In a country notorious for its die-hard drinking, pojangmacha — meaning “covered wagon” in Korean and referring to a tented outdoor food stall — have been at the center of Korea’s after-work camaraderie.
Thirty-seven years have passed since the release of movie that portrayed the country’s desires and changing appearance. Pojangmacha, like many of the film’s scenes, have since faded to a distant memory for many Koreans.

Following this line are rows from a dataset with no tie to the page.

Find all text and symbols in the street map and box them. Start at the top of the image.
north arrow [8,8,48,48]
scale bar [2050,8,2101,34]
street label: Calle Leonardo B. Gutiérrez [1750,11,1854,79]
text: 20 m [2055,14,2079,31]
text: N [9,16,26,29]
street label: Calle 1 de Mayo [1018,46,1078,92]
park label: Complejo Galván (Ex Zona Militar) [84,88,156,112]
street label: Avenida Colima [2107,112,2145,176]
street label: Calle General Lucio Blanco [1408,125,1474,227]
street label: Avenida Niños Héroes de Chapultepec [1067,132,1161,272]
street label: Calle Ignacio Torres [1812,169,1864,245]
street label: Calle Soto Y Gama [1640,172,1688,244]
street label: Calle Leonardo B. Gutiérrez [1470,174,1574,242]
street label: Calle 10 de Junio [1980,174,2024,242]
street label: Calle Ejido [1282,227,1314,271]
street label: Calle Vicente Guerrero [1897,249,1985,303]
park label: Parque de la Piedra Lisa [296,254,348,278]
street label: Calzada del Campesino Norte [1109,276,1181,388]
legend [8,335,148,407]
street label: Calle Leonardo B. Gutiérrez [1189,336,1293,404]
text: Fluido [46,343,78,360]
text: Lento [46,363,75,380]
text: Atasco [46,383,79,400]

|The 1980 film “A Fine, Windy Day,” directed by Lee Jang-ho and featuring Ahn Sung-ki, is one of many Korean movies featuring pojangmacha (“A Fine, Windy Day”)|
“We don’t come to pojangmacha often, but when we meet we always come here,” said Dono Kim inside a pojangmacha in Donui-dong near Jongno 3-ga Station in Seoul, on a cold winter evening. Sipping a shot of soju with grilled smelts and a mussel soup next to his friend of more than 60 years, he added, “We used to drink here a lot 20 to 30 years ago. We knew everyone, every household around this area, which was where we grew up.”
In the cramped, damp space the size of a one-room apartment, customers’ conversations mingled, growing louder, even quarrelsome at times, as the evening drew on. Amid the cacophony, the lady owner busily prepared food, haggled with her clients, and occasionally invited in passersby who gazed into her business.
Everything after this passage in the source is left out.